Dr Tim Jordan has just received an AHRC Research Network Grant for £30,000 with Prof Kath Woodward at the Open University on the theme of ‘peak experience’ or ‘being in the zone’ in music, sport and work. It will involve six workshops to examine the concept and see how it can be explored in each of the domains of embodied experience. It will involve collaborations with Exeter, Oxford, The Open University, Brighton and Canterbury Christ Church.

Futher details:

The phenomenon of individuals or groups who routinely perform creatively achieving a state of extreme competence in a specific performance is well known in psychology, where ‘being-in-thezone’ [bitz] has been studied. Musicians, sportspeople, creative workers and others all repeat certain actions and experiences but occasionally they repeat these actions—playing a clarinet, batting, or software coding—with an unexpected and extremely high level of competence, often beyond the competence the individual thought they were capable of; such experiences are when individuals are ‘in the zone’. Analysis of bitz has focused on the internal states of individuals and thus underestimated the importance of culture to heightened creative performance and the cultural significance of achieving a personal best. This is particularly important for understanding a commitment to participate in activities that depend critically on ‘care of the self’ both in relation to body and psyche.

Culture is essential to bitz as can be seen in the collective practices that are necessary to both routine and peak performance. It is not only the internal emotions of sportsmen and women, musicians or creative workers that explain an experience of heightened competence, but also the cultural framework in which the very distinction of ‘routine’ and ‘peak’ is created. Such activities engage wider cultures that define competence such as ‘groove’ or ‘timing’ in music, game ‘intelligence’ in sport or ‘creativity’ in cultural work (such as ‘elegance’ in computer programming). Without an understanding of such cultures, bitz remains individualised, limiting understanding of how to create conditions for nurturing the experience.

Such concerns have particular resonance in relation to the London Olympics in 2012 when the excitement of competitive sport and the ideologies of widening participation of the Olympic Movement are also tied to other cultural forms through the Cultural Olympiad. The connection of culture and bodily performance demonstrates the possibilities of bitz for a wide range of cultural engagements which involve individuals in collaborative enterprises that encompass the interface between personal inner worlds and social, cultural spaces.

Understanding the cultural dimensions of bitz permits a better grasp of how individuals can gain a strong positive appreciation of what is achievable through creative performance and bodily reflexivity.

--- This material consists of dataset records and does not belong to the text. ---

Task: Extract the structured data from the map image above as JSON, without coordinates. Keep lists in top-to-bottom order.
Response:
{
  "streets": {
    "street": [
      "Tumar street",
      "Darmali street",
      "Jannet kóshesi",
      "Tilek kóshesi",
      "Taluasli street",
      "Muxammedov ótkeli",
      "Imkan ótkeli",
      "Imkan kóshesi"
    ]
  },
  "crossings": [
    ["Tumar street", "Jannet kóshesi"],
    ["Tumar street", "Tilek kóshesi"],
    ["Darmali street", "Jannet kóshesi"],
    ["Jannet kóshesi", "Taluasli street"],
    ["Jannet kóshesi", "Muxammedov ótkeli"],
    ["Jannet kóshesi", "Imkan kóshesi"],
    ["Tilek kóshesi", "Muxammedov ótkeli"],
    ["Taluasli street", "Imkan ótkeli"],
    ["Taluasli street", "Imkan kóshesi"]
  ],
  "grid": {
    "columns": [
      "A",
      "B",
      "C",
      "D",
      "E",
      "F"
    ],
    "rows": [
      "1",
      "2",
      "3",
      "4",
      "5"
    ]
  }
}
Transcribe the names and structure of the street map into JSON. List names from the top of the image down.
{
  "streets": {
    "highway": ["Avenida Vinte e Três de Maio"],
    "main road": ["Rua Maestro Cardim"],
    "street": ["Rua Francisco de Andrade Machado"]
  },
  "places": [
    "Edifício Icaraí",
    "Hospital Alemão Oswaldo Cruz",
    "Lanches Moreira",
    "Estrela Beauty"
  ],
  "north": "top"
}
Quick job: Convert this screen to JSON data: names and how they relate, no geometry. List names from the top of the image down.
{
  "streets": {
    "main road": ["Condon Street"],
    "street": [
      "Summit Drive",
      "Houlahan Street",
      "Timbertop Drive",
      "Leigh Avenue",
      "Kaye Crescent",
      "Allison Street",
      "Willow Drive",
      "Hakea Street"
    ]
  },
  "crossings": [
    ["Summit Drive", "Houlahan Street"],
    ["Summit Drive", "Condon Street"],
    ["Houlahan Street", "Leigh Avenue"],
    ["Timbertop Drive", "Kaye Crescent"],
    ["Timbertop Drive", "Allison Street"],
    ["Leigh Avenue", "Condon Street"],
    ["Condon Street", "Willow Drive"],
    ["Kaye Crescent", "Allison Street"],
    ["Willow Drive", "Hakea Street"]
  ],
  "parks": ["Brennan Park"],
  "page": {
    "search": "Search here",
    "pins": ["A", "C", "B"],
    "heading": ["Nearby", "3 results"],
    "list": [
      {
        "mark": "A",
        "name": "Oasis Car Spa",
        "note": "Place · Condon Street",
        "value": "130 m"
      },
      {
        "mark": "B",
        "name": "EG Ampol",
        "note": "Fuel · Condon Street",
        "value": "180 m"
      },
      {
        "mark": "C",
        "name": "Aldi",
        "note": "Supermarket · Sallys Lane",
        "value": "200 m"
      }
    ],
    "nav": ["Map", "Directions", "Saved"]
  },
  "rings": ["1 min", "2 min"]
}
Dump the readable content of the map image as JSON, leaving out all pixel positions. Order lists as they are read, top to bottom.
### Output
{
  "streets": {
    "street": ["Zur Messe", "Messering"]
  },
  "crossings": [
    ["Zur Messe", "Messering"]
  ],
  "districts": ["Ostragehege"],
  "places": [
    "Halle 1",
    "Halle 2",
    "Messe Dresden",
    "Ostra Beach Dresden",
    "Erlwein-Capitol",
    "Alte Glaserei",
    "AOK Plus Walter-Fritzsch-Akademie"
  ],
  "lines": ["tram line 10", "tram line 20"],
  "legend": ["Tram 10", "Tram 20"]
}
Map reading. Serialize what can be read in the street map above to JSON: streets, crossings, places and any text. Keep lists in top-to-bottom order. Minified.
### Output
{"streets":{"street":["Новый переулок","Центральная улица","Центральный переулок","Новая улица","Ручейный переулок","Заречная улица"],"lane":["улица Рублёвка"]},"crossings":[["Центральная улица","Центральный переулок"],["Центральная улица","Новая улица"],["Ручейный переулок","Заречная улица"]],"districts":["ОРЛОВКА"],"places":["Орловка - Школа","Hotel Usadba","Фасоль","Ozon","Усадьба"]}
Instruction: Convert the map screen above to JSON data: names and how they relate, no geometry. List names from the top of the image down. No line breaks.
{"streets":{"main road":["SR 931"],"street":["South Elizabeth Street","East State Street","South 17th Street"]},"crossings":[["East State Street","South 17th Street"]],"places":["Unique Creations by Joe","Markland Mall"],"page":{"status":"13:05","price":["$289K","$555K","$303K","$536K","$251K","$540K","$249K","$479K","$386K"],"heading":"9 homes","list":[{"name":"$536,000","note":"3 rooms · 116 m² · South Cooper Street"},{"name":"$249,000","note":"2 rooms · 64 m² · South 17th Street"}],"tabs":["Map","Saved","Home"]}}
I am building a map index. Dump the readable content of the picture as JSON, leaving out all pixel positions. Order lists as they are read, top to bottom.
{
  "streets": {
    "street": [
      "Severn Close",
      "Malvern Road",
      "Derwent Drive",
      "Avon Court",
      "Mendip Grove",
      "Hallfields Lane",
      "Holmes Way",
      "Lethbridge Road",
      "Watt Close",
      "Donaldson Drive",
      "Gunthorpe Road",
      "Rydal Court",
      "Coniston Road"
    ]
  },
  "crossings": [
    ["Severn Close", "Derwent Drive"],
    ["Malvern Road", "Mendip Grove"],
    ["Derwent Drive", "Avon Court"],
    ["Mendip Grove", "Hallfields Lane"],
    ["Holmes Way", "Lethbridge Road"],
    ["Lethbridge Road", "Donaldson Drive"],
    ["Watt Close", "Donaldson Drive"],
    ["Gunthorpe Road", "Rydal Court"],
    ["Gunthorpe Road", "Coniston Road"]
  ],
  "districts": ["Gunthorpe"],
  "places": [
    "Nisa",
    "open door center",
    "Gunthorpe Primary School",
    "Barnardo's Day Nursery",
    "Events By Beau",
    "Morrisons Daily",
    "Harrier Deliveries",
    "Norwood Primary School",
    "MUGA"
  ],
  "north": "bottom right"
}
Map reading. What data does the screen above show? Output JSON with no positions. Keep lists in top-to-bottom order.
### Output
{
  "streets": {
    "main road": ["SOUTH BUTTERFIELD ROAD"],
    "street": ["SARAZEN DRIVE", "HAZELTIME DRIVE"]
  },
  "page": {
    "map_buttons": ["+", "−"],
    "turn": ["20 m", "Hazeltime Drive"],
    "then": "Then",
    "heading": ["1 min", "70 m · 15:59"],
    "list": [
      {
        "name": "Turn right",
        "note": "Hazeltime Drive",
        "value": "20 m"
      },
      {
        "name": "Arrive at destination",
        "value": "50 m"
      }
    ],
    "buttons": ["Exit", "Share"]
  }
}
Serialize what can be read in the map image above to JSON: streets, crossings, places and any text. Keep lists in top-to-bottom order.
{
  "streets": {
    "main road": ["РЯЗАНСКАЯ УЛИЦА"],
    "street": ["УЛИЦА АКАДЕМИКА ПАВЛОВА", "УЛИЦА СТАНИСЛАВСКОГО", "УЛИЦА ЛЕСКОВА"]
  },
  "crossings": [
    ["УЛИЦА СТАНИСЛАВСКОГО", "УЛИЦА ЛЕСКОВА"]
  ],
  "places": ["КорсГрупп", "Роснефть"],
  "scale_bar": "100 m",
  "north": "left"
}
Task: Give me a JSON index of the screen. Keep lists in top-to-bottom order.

Failure to grasp the role of culture in bitz has individualised its experience and understanding, fundamentally blocking the possibility of developing effective group-based practices. Understanding culture in this context should lead to the design of practices to promote cultural and mental wellbeing through enhancing creative performance, whether artistic, sporting or in cultural industries.

The project will focus on this neglected theoretical-practical nexus of culture and bitz across six two day workshop events. The six two day events will be themed on; theories of culture and bitz; sport; music; work; methodology; and a final event on culture, psychology and performance. Each event will be overseen by a small group of scholars expert in these areas in consultation with the PI or Co-I.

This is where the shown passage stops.